I’m talking about the thing that maybe defines you just a little bit without you realising. Do you make it known to others that you are good at it, or do people recognise it easily?
I never used to sign my own artwork. It felt weird. Pretentious. Showy. I’d be apologetic about my art, making excuses whenever I was complemented. In the past I’ve felt apologetic about being creative. It felt as though I was wasting time on the job when I focussed on creative elements in my work.
Then I studied graphic design and there was no room for apologetic designers. You stated your case, briefly, succinctly, intelligently. You showed why your idea was effective, you discussed your work positively and created good feelings around it. You showed your expertise and helped clients see the value in your designs.
Confidence was key.
Maybe for others it was easy to talk about their designs, but I had to learn to do it. In my final year, I took my folio around to the design studios in Melbourne and learned the skill of showing my work with pride and enthusiasm.

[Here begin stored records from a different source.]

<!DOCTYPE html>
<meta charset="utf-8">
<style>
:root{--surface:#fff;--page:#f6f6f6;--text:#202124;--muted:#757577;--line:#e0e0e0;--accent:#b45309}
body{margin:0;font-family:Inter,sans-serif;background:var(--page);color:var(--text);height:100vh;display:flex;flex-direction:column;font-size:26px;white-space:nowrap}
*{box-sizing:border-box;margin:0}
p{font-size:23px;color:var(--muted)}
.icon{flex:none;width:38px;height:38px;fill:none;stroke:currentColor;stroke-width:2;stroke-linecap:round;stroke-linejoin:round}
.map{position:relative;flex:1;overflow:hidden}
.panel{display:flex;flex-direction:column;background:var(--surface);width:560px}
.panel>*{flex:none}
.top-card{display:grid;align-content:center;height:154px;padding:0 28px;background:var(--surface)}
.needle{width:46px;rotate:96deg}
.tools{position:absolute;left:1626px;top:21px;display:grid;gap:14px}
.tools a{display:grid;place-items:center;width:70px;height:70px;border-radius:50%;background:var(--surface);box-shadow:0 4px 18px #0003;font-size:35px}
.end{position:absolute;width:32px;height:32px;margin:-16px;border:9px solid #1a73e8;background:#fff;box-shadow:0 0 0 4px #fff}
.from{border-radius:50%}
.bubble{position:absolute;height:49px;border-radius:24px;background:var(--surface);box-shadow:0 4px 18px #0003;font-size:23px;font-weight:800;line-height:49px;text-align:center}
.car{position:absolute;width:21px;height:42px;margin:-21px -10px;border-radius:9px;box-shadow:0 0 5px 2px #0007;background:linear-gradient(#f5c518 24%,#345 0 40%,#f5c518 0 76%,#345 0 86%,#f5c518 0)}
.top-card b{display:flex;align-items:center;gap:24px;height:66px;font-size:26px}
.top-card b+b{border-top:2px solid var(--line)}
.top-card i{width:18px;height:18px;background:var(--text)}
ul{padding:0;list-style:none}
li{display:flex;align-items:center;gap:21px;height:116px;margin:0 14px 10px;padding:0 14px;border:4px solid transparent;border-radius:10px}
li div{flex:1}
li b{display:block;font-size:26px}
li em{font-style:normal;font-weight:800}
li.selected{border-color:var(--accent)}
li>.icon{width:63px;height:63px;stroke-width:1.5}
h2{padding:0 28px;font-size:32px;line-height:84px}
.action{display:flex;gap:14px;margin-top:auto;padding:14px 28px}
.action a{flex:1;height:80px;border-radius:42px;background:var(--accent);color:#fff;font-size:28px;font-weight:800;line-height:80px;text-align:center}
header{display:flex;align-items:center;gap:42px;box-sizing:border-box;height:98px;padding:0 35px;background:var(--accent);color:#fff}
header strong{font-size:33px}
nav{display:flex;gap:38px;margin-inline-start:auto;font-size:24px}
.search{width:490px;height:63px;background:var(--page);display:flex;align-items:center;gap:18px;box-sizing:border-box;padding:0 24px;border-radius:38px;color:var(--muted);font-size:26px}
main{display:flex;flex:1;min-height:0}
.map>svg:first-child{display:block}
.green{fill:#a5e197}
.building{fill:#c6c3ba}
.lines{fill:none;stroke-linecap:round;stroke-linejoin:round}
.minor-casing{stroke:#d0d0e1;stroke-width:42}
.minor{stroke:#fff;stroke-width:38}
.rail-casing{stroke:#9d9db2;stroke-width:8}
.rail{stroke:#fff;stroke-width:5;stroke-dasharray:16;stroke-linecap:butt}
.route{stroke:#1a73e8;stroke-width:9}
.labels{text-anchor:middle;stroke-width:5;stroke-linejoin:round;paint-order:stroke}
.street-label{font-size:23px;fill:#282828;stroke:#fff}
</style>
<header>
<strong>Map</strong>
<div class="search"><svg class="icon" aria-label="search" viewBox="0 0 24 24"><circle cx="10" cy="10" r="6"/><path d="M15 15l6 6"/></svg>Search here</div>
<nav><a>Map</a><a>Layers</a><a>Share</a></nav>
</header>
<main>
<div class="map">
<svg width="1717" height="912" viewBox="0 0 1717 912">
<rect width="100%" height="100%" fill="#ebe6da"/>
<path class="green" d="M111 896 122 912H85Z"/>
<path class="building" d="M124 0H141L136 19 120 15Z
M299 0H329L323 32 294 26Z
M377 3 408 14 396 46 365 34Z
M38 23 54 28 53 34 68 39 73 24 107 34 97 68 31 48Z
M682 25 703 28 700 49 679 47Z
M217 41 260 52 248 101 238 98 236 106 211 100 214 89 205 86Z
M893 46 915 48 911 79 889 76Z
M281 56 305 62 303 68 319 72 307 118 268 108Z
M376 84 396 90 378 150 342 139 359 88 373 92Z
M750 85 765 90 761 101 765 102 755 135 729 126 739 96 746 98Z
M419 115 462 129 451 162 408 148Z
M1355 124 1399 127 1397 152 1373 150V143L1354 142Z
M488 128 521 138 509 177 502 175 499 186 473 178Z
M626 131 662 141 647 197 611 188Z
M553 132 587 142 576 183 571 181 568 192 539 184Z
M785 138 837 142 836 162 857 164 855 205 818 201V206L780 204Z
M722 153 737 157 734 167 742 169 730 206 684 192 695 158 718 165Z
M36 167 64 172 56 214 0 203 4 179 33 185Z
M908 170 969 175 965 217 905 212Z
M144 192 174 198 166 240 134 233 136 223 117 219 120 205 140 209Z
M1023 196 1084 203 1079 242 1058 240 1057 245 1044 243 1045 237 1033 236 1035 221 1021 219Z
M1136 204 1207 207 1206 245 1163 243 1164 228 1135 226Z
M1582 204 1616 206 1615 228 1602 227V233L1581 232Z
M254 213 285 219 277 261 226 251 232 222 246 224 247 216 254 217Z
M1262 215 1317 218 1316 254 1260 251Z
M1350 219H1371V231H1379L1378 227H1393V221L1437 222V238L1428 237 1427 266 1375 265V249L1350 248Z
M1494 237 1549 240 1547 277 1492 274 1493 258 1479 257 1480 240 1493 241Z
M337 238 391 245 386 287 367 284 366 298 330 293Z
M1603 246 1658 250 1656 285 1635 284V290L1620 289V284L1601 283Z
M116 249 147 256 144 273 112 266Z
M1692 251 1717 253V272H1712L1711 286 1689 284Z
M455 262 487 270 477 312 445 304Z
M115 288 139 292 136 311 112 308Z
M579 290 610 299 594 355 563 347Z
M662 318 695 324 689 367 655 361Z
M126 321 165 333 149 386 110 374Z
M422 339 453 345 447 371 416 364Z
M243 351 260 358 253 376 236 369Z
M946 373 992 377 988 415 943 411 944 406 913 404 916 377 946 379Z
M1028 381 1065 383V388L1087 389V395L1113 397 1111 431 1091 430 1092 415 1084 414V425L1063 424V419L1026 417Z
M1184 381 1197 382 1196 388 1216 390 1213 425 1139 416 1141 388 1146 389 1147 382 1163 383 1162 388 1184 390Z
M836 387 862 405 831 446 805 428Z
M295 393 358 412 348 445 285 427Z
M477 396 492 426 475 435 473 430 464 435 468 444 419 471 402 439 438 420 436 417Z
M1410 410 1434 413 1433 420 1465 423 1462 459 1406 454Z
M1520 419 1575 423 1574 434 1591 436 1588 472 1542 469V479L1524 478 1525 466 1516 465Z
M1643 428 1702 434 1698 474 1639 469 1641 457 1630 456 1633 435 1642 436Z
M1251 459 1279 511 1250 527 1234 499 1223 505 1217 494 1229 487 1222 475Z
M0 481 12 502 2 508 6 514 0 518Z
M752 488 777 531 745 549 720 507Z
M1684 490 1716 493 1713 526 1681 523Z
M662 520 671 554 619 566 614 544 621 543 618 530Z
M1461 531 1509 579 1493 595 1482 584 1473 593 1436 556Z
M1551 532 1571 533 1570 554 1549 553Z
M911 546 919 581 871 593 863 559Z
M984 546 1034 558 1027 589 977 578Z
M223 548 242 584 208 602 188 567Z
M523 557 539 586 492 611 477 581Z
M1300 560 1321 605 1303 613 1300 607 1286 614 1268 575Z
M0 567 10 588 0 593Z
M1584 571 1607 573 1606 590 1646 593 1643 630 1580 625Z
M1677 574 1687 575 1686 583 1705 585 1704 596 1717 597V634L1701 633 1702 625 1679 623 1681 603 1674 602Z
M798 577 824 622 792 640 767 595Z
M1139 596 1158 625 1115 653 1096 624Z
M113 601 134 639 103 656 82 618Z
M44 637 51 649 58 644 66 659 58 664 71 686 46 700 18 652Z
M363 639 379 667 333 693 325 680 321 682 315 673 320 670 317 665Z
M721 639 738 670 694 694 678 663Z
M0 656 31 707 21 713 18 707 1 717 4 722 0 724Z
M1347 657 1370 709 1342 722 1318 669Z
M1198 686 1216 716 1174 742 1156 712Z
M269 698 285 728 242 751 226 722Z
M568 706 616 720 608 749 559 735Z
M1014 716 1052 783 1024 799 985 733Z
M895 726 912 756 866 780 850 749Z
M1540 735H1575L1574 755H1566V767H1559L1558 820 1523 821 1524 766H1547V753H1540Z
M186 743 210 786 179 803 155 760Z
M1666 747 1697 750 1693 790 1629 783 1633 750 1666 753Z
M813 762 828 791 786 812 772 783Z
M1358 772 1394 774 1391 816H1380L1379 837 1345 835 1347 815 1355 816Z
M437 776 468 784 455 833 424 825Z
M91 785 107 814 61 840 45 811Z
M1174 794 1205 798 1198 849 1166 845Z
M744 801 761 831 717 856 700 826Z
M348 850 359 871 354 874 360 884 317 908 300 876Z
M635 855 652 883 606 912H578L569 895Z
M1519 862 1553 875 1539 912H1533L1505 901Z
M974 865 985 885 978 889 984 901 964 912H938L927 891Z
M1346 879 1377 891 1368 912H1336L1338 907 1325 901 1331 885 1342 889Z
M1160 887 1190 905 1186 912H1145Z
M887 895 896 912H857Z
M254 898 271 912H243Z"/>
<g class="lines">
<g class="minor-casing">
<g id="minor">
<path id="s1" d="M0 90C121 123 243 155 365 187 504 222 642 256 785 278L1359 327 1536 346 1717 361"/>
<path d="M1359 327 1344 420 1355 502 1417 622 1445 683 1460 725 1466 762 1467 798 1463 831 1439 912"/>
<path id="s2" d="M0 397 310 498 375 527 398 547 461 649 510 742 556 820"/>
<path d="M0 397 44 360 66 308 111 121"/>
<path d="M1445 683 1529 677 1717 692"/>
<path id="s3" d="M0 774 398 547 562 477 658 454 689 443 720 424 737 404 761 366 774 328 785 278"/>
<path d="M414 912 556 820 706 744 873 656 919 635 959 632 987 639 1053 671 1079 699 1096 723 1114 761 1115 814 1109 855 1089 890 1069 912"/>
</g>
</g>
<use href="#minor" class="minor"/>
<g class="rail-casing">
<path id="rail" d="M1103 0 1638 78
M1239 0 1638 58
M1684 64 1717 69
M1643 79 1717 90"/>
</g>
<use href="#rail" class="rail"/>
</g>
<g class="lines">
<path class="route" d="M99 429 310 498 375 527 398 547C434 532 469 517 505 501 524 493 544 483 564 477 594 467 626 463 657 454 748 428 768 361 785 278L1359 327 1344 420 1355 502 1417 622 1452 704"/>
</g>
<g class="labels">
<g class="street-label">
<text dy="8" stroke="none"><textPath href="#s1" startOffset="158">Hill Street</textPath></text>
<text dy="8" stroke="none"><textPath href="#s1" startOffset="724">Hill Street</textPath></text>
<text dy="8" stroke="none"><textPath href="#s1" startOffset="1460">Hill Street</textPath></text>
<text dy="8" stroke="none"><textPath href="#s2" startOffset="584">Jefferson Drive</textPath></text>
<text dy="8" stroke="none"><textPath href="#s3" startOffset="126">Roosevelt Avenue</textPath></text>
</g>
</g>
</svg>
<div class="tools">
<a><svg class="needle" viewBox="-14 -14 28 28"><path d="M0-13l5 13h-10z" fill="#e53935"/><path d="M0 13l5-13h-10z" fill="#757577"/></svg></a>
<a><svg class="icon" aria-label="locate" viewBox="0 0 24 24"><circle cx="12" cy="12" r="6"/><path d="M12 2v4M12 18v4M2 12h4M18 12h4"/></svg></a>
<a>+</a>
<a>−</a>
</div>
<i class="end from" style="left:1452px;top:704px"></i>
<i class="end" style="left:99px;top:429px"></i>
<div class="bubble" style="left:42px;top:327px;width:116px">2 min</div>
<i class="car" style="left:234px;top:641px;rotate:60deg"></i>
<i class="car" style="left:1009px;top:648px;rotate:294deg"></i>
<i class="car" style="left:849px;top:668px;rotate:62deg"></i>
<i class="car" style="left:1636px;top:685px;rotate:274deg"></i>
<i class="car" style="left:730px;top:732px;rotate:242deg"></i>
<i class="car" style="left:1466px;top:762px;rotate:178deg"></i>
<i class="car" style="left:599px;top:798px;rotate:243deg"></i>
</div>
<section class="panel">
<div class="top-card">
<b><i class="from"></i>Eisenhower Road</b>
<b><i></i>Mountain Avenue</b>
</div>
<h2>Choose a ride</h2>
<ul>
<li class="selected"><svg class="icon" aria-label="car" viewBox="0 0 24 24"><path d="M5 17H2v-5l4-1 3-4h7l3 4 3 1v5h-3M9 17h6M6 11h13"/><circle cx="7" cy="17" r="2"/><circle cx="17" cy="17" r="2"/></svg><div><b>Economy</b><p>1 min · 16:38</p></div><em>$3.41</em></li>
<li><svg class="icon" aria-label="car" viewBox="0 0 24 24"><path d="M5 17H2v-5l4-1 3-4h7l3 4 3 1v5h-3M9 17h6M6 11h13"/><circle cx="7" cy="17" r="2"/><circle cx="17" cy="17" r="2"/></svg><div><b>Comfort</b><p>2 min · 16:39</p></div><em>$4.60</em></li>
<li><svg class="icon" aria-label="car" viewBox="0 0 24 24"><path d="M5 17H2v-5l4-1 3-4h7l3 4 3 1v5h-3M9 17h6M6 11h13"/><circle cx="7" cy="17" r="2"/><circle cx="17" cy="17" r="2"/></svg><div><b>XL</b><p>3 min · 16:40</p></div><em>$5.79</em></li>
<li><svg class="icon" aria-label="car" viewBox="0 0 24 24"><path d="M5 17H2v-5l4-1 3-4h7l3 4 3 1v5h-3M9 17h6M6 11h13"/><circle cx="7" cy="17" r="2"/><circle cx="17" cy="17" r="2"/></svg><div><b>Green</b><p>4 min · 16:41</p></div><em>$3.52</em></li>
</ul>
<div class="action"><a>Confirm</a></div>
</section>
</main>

I began to enjoy sharing my ideas with people. The creative exchange led me to pursue directions I hadn’t considered. I understood the value of signing my work to maintain ownership over my designs, understanding copyright laws as well as the unspoken etiquette amongst designers of acknowledging another designer’s work and influence.
I learned that I had to let people know what I was good at so that they knew they could count on me if they needed a designer with a particular set of skills. It wasn’t about being showy or arrogant. It was business.

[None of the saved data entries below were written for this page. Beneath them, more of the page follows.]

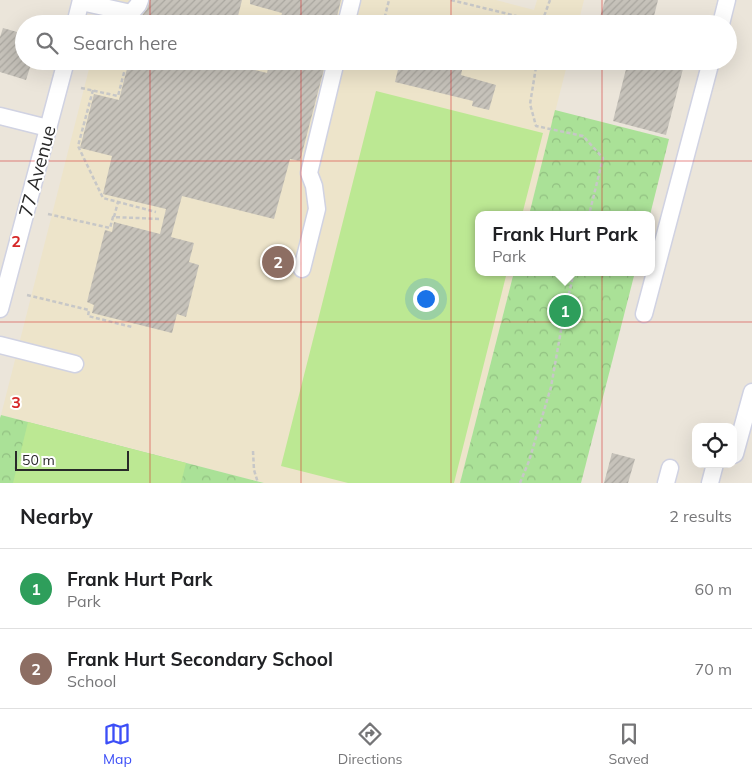 <!DOCTYPE html>
<html lang="en">
<head>
<meta charset="utf-8">
<style>
  body { margin:0; font-family:Mulish,sans-serif; background:#f2f2f2; color:#202124 }
  .controls { position:absolute; right:15px; bottom:15px; display:grid; overflow:hidden; border-radius:10px; box-shadow:0 5px 20px #0002 }
  .controls button { width:45px; height:45px; display:grid; place-items:center; padding:0; border:0; border-bottom:1px solid #e0e0e0; background:#fff; color:#202124; font:25px sans-serif }
  .scale { position:absolute; left:15px; bottom:12px; width:114px; box-sizing:border-box; padding-left:5px; border:2px solid #292929; border-top:0; font-size:14px; line-height:18px; white-space:nowrap; color:#292929; -webkit-text-stroke:4px #fff; paint-order:stroke }
  .you { position:absolute; left:425px; top:298px; width:18px; height:18px; margin:-12px; border:4px solid #fff; border-radius:50%; background:#1a73e8; box-shadow:0 0 0 8px #1a73e833 }
  .badge { display:grid; place-items:center; width:32px; height:32px; border-radius:50%; background:#3c4ef7; color:#fff; font-size:16px; font-weight:700 }
  .pin { position:absolute; translate:-50% -50%; border:2px solid #fff; box-shadow:0 1px 5px #0006 }
  .popup { position:absolute; left:475px; top:211px; width:180px; height:65px; box-sizing:border-box; display:grid; place-content:center; border-radius:10px; background:#fff; filter:drop-shadow(0 1px 4px #0005); font-size:16px; white-space:nowrap; color:#757577 }
  .popup b { font-size:19px; color:#202124 }
  .popup::after { content:''; position:absolute; left:50%; top:100%; margin-left:-10px; border:10px solid transparent; border-top-color:#fff }
  .list { margin:0; padding:0; list-style:none }
  h2 { display:flex; justify-content:space-between; align-items:center; height:65px; margin:0; padding:0 20px; font-size:21px }
  h2 small { font-size:16px; font-weight:400; color:#757577 }
  .list li { display:grid; grid-template-columns:32px 1fr auto; gap:15px; align-items:center; box-sizing:border-box; height:80px; padding:0 20px; border-top:1px solid #e0e0e0 }
  .list b { display:block; font-size:19px; white-space:nowrap }
  .list p { margin:0; font-size:16px; white-space:nowrap; color:#757577 }
  .list em { font-size:16px; font-style:normal; color:#757577 }
  .icon { flex:none; width:28px; height:28px; fill:none; stroke:currentColor; stroke-width:2; stroke-linecap:round; stroke-linejoin:round }
  .map { position:relative; flex:none; width:752px; height:483px; overflow:hidden }
  .search { position:absolute; background:#fff; box-shadow:0 5px 20px #0002; left:15px; right:15px; top:15px; height:55px; display:flex; align-items:center; gap:12px; box-sizing:border-box; padding:0 18px; border-radius:28px; color:#757577; font-size:19px }
  .sheet { height:225px; background:#fff }
  nav { display:flex; justify-content:space-around; align-items:center; box-sizing:border-box; height:70px; border-top:1px solid #e0e0e0; background:#fff; font-size:14px; color:#757577 }
  nav a { display:grid; justify-items:center; gap:2px }
  nav .on { color:#3c4ef7 }
  .map>svg:first-child { display:block }
  .education { fill:#ede4ca }
  .park { fill:url(#park-crowns) }
  .pitch { fill:#bce893 }
  .building { fill:url(#building-hatch) }
  .lines { fill:none; stroke-linecap:round; stroke-linejoin:round }
  .minor-casing { stroke:#d0d2e2; stroke-width:19 }
  .path { stroke:#c7c7c7; stroke-width:2.5; stroke-dasharray:4 2.5; stroke-linecap:butt }
  .minor { stroke:#fff; stroke-width:16 }
  .grid { fill:none; stroke:#d62828; stroke-width:1; stroke-opacity:0.55 }
  .labels { text-anchor:middle; stroke-width:4; stroke-linejoin:round; paint-order:stroke }
  .street-label { font-size:19px; fill:#292929; stroke:#fff }
  .grid-label { font-size:16px; text-anchor:middle; font-weight:bold; fill:#d62828; stroke:#fff; stroke-width:4; stroke-linejoin:round; paint-order:stroke }
</style>
</head>
<body>
<div class="map">
<svg width="752" height="483" viewBox="0 0 752 483">
  <defs>
    <pattern id="park-crowns" width="20" height="18" patternUnits="userSpaceOnUse" patternTransform="scale(1.25)"><rect width="20" height="18" fill="#aae197"/><path d="M2 6a3 3 0 1 1 6 0M12 15a3 3 0 1 1 6 0" fill="none" stroke="#92c182"/></pattern>
    <pattern id="building-hatch" width="6" height="6" patternUnits="userSpaceOnUse" patternTransform="scale(1.25)"><rect width="6" height="6" fill="#c6c2ba"/><path d="M-1 1l2-2M0 6l6-6M5 7l2-2" fill="none" stroke="#aaa7a0"/></pattern>
  </defs>
  <rect width="100%" height="100%" fill="#ebe5da"/>
  <g class="education">
    <path d="M107 0H496L534 10 537 0H584L578 24H101Z"/>
    <path d="M91 61H568L529 215H479V272H514L460 483H264L1 415Z"/>
  </g>
  <g class="park">
    <path d="M555 110 669 139 650 215H529Z"/>
    <path d="M514 272H635L581 483H460Z"/>
    <path d="M1 415 264 483H0V418Z"/>
  </g>
  <g class="pitch">
    <path d="M376 91 543 133 522 215H479V272H507L454 483H348L281 466Z"/>
    <path d="M28 422 186 463 181 483H13Z"/>
  </g>
  <g class="building">
    <path d="M150 0H242L236 24H138L139 19 147 9Z"/>
    <path d="M250 0H341L335 24H279L282 13 250 4Z"/>
    <path d="M605 0H658L652 24H598Z"/>
    <path d="M3 28 24 34V61H32L26 80 0 72V37Z"/>
    <path d="M129 61H220L267 73 270 61H326L300 161 290 159 274 219 182 196 171 237 194 243 189 262 199 265 186 317 177 314 172 333 92 313 94 305 87 302 105 230 112 232 114 222 160 234 166 209 103 194 112 156 80 148 94 94 119 100Z"/>
    <path d="M400 61H464L461 75 496 85 489 110 472 106 473 101 395 82Z"/>
    <path d="M628 61H685L666 135 613 121Z"/>
    <path d="M612 453 635 459 628 483H604Z"/>
  </g>
  <g class="lines">
    <defs>
      <g id="minor">
        <path d="M81 2 131 13 138 5 140 0"/>
        <path d="M75 24 81 0"/>
        <path d="M346 24 352 0"/>
        <path d="M721 24 727 0"/>
        <path d="M0 116 48 128"/>
        <path d="M302 269 317 209 314 186 309 173 336 61"/>
        <path d="M0 309 66 61"/>
        <path d="M644 314 711 61"/>
        <path d="M0 345 75 364"/>
        <path d="M733 455 735 454 752 392"/>
        <path d="M666 483 670 468"/>
        <path d="M710 483 715 464"/>
      </g>
    </defs>
    <use href="#minor" class="minor-casing"/>
    <g class="path">
      <path d="M451 0 541 22"/>
      <path d="M542 22 550 0"/>
      <path d="M383 24 389 0"/>
      <path d="M537 61 530 104 536 126 583 136 603 158 589 215"/>
      <path d="M81 88 118 96 127 61"/>
      <path d="M93 90 78 146 103 198 156 212"/>
      <path d="M48 214 110 228 113 217 161 219"/>
      <path d="M114 217 118 202"/>
      <path d="M27 295 89 310 88 316 132 327"/>
      <path d="M253 451 254 470 258 483"/>
      <path d="M520 483 529 461 551 387 563 319 574 272"/>
    </g>
    <use href="#minor" class="minor"/>
  </g>
  <path class="grid" d="M150 0V24M301 0V24M451 0V24M602 0V24M150 61V483M301 61V483M451 61V483M602 61V483M0 161H752M0 322H752"/>
  <g class="labels">
    <g class="street-label">
      <text transform="translate(37 171) rotate(-75)" y="7">77 Avenue</text>
    </g>
  </g>
  <g class="grid-label">
    <text x="16" y="247">2</text>
    <text x="16" y="408">3</text>
  </g>
</svg>
<div class="controls">
<button><svg class="icon" aria-label="locate" viewBox="0 0 24 24"><circle cx="12" cy="12" r="6"/><path d="M12 2v4M12 18v4M2 12h4M18 12h4"/></svg></button>
</div>
<div class="scale">50 m</div>
<div class="you"></div>
<div class="pin badge" style="left:565px;top:311px;background:#2e9e5b">1</div>
<div class="popup"><b>Frank Hurt Park</b>Park</div>
<div class="pin badge" style="left:278px;top:262px;background:#8d6e63">2</div>
<div class="search"><svg class="icon" aria-label="search" viewBox="0 0 24 24"><circle cx="10" cy="10" r="6"/><path d="M15 15l6 6"/></svg>Search here</div>
</div>
<section class="sheet">
<h2>Nearby<small>2 results</small></h2>
<ul class="list">
<li><span class="badge" style="background:#2e9e5b">1</span><div><b>Frank Hurt Park</b><p>Park</p></div><em>60 m</em></li>
<li><span class="badge" style="background:#8d6e63">2</span><div><b>Frank Hurt Secondary School</b><p>School</p></div><em>70 m</em></li>
</ul>
</section>
<nav>
<a class="on"><svg class="icon" aria-label="map" viewBox="0 0 24 24"><path d="M3 6l6-2 6 2 6-2v14l-6 2-6-2-6 2zM9 4v14M15 6v14"/></svg>Map</a>
<a><svg class="icon" aria-label="directions" viewBox="0 0 24 24"><path d="M12 3l9 9-9 9-9-9zM9 14v-3h6M13 9l2 2-2 2"/></svg>Directions</a>
<a><svg class="icon" aria-label="saved" viewBox="0 0 24 24"><path d="M7 4h10v16l-5-4-5 4z"/></svg>Saved</a>
</nav>
</body>
</html>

Now I don’t have time to be apologetic about my work. If I’m happy about something I do, I’ll say so. If something isn’t quite what I’d hoped, I learn and move on. So I encourage you to not be apologetic about your art. Not everyone is going to like it, but apologising for it is not your job.
Valuing your work shows value for the work of other artists and designers. Undervaluing your skills and services not only undervalues your work, but also undercuts other creative services.
So when there are times in your life that you feel a bit lost about your creative purpose, it may help to remember this:
If you don’t know what to do, do what you know.
This is what I think about when I lose focus and forget what my strengths are. I go back to drawing, to writing and design. I make art for pleasure instead of profit and then I remember what I’m good at. It helps get me back on track. And I am not bashful or apologetic. Creativity is my strength. What is yours?
(Feature image: House in a serviette holder by Jenni Mazaraki.)